Since we are going through an impossibly long Republican primary season, we’re being inundated with the twists and turns of the political process: its ups, downs, and downright strangeness.
Seeing Leo Chiang’s film, “Mr. Cao Goes to Washington” has a special resonance for us. Few of us may know who Joseph Cao is—a two-year term Republican representative from Louisiana, he served from 2008 to 2010. His is an interesting story of democracy in action and illuminates what a rough game contemporary politics is.
Joseph Cao is a refugee from Vietnam and former Catholic priest. He left the church to earn a law degree, marry and raise a family. Belonging to the small refugee community of Catholic Vietnamese in New Orleans does not seem a likely springboard for national politics, but Cao, a personable, intelligent and warm person, became the accidental congressman; the republican candidate in a district 75 percent democratic, and also predominantly black. The incumbent, black democratic Congressman William Jefferson was convicted of fraud and corruption, after authorities found $90,000 stashed in a home freezer. Needless to say, Jefferson was a vulnerable candidate and Cao managed to eke out a win. He became the first Vietnamese American to make it to Congress, and the first Republican to win in that district in decades.
You could call him the accidental politician and in the footage showing him campaigning, one can see that his warmth and obvious sincerity were great assets, though the film doesn’t show us quite how he won. Then came the hard part.

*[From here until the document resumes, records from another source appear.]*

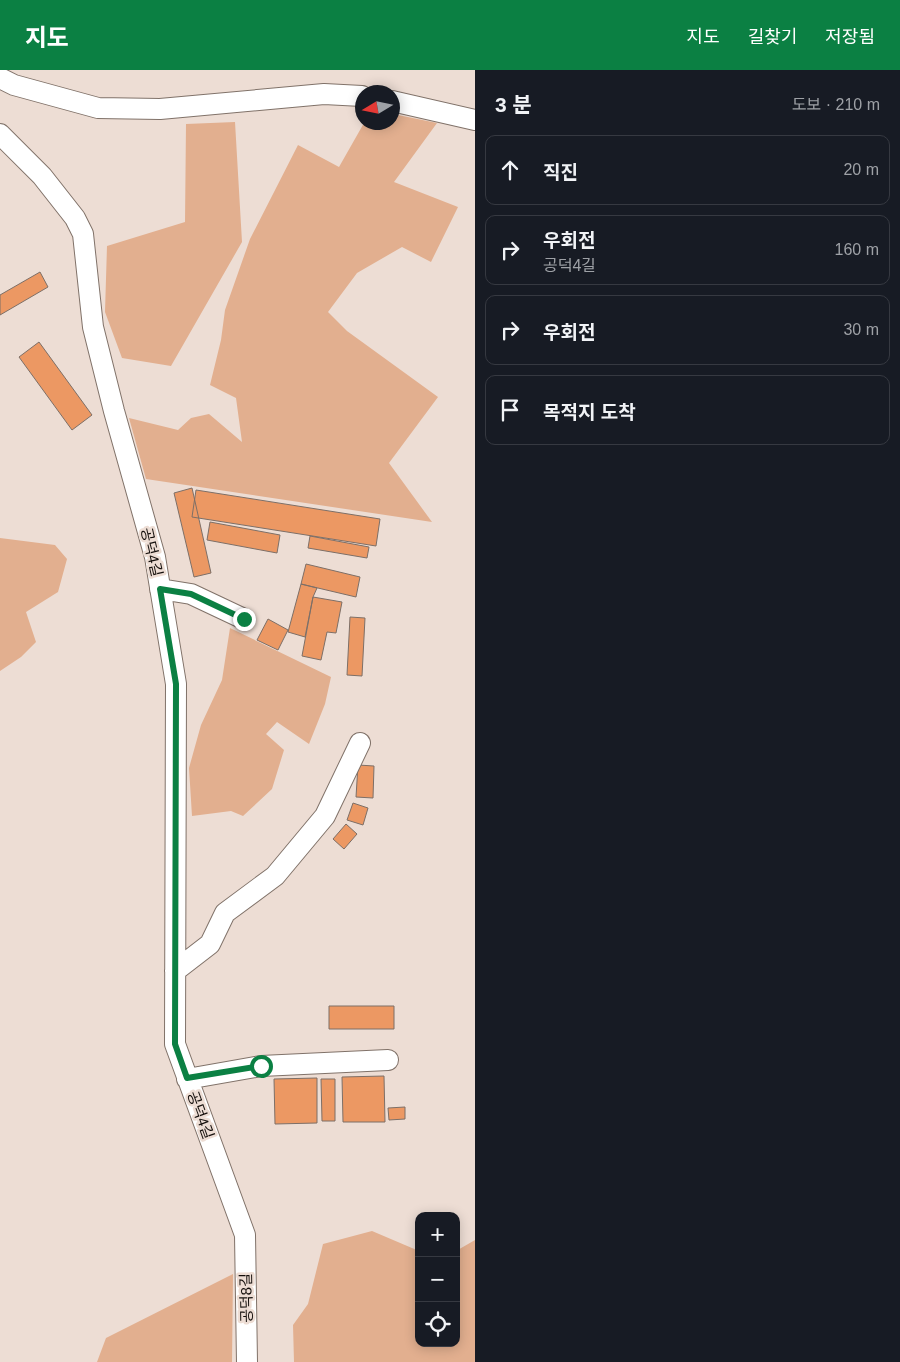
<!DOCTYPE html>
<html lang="ko">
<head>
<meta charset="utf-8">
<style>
	body { margin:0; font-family:Helvetica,"Noto Sans KR",sans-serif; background:#242831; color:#f1f3f6 }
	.controls { position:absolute; right:15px; bottom:15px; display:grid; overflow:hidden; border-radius:10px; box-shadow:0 2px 12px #0003 }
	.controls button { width:45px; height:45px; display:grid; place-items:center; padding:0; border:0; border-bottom:1px solid #363941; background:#171b24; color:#f1f3f6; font:25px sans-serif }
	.compass { position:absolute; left:355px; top:15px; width:45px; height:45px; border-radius:50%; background:#171b24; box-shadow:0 2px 12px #0003; rotate:260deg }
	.stop { position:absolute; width:15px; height:15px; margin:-11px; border:4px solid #0b8043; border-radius:50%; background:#fff }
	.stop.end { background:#0b8043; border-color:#fff; box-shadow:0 1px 5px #0008 }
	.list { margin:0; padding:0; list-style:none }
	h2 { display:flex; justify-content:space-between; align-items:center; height:65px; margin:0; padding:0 20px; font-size:21px }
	h2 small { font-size:16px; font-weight:400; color:#9ea1a6 }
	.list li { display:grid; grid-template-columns:32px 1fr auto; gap:15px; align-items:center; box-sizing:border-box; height:70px; margin:0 10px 10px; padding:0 10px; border:1px solid #363941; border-radius:10px }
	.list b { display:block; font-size:19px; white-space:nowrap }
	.list p { margin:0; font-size:16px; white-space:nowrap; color:#9ea1a6 }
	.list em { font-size:16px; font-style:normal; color:#9ea1a6 }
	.icon { flex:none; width:28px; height:28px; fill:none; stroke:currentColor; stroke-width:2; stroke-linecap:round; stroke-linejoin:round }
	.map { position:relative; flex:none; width:475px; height:1292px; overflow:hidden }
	header { display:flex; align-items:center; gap:30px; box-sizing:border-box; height:70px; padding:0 25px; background:#0b8043; color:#fff }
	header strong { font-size:24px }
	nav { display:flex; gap:28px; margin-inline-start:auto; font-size:18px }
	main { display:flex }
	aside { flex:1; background:#171b24 }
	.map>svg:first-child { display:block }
	.green { fill:#e2af8f }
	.building { fill:#ec9863; stroke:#7d6f67 }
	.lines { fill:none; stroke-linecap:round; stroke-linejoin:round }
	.minor-casing { stroke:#807269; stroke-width:22 }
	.minor { stroke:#fff; stroke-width:20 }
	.route { stroke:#0b8043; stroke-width:6 }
	.labels { text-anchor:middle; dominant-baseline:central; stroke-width:5; stroke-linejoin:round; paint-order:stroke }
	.street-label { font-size:15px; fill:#140f0c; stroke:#edddd4 }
</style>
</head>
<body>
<header>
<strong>지도</strong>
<nav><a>지도</a><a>길찾기</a><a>저장됨</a></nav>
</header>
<main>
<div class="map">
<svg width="475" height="1292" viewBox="0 0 475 1292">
	<rect width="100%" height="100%" fill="#edddd4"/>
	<!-- green -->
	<path class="green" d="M393 44 437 53 394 112 458 137 431 192 402 177 357 203 328 242 347 261 438 327 389 393 432 452 146 409 129 348 178 360 191 348 209 344 242 372 236 328 210 315 221 270 225 240 250 169 298 75 339 97 364 53 392 52Z
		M235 52 242 172 171 296 122 288 105 242 107 176 185 152 186 54Z
		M0 468 55 475 67 489 58 522 26 542 36 572 21 587 0 601Z
		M230 558 331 607 325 634 309 674 277 652 266 664 284 680 272 719 243 746 231 741 192 746 189 698 201 655 222 610Z
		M372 1161 419 1181V1273H456V1181L475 1170V1292H294L293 1255 308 1234 323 1174Z
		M233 1204 232 1292H97L106 1268Z"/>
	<!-- building -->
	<path class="building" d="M40 202 48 217 0 245V225Z
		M39 272 92 345 72 360 19 287Z
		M192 418 211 503 194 507 174 423Z
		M196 420 380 449 376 476 192 447Z
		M210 452 280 465 277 483 207 470Z
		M310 466 369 477 367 488 308 478Z
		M306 494 360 507 356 527 301 514Z
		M301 514 317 518 313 527 305 567 288 562Z
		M313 527 342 532 336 563 327 562 321 590 302 586Z
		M350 547 365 548 362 606 347 605Z
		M268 549 288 560 278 580 257 570Z
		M358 695 374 696 373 728 356 727Z
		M353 733 368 738 363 755 347 750Z
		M346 754 357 764 344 779 333 769Z
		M329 936H394V959H329Z
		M384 1006 385 1052H343L342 1007Z
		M317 1008V1053L275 1054 274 1009Z
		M321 1009H335V1051H322Z
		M405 1037V1049L389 1050 388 1038Z"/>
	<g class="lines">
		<!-- minor casing -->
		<g class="minor-casing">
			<path id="minor" d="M0 8 14 15 98 38 160 39 324 24 362 26
				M392 31 475 50
				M0 64 42 106 75 148 83 164 93 257 114 341 155 487 176 614 175 974 245 1165 247 1292
				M160 519 191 524 244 549
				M175 901 210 874 225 843 275 806 325 746 360 673
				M187 1009 261 996 388 990"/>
		</g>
		<!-- minor -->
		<use href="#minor" class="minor"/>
	</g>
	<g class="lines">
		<!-- route -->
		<path class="route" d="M244 549 191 524 160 519 176 614 175 974 187 1008 261 996"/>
	</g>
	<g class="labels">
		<!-- street labels -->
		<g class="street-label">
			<text transform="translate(152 482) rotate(77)">공덕4길</text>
			<text transform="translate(201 1045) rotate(70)">공덕4길</text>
			<text transform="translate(246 1228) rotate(-91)">공덕8길</text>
		</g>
	</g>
</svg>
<div class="controls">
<button>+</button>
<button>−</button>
<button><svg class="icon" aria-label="locate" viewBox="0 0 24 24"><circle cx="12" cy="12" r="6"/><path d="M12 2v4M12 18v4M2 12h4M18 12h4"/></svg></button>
</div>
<svg class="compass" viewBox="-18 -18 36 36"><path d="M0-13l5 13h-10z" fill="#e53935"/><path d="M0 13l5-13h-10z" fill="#9ea1a6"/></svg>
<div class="stop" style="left:261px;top:996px"></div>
<div class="stop end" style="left:244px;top:549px"></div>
</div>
<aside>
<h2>3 분<small>도보 · 210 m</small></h2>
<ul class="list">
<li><svg class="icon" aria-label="ahead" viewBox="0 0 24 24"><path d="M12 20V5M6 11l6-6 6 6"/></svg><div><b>직진</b></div><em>20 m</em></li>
<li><svg class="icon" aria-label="right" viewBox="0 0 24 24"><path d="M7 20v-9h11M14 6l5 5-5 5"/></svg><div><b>우회전</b><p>공덕4길</p></div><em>160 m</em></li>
<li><svg class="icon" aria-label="right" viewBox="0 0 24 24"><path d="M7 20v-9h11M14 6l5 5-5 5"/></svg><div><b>우회전</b></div><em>30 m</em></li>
<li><svg class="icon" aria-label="arrive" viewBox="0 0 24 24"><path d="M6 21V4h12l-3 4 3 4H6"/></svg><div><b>목적지 도착</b></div></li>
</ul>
</aside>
</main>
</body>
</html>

Cao’s life sounds like an American Dream come true. He’s obviously ambitious, but there is a major disconnect: his tie to the Republican Party. He shows up to a meeting of Young Republicans, asks them to look at themselves and see he is the only non-white in the group, emphasizing himself as a distinct outsider. Shots of him standing next to various politicians, including President Obama, emphasize his smallness and difference. The heart of the film resides in this man’s attempts to juggle the demands of the Republican Party, the Vietnamese community, the predominantly black constituency of his district, and his personal faith and convictions.
His term encompasses overwhelming problems: the aftermath of Katrina in New Orleans and the BP oil disaster. The one vote in Congress that the film focuses on is his vote supporting Obama’s health care bill, the lone Republican to do so. However, when he has to vote again on the compromise bill, he votes against it, citing his opposition to anything that has pro-choice provisions because he is emphatically anti-abortion.
This is an unusually compelling narrative, and director Chiang and crew have fashioned an unusual American drama. Cao is defeated in a re-election bid, beaten by a young African American, Cedric Richmond. No matter how diligently he worked, he couldn’t overcome the fact that his district was at heart, democratic and overwhelmingly black.
Is this the end of his political career? One wonders if the Republican Party is the best fit for him, but as he says, the Republicans first approached him to run, so his improbable candidacy was mounted on their willingness to fight for him.
Leo Chiang’s other film, “A Village Called Versailles,” profiled how the Catholic Vietnamese community in Louisiana coped with so many trials—first in Vietnan, then as a refugee group hit by Hurricane Katrina. Cao came out of that environment, and entered the American mainstream in a big way. “Mr. Cao” shows Chiang’s growing mastery of the documentary form.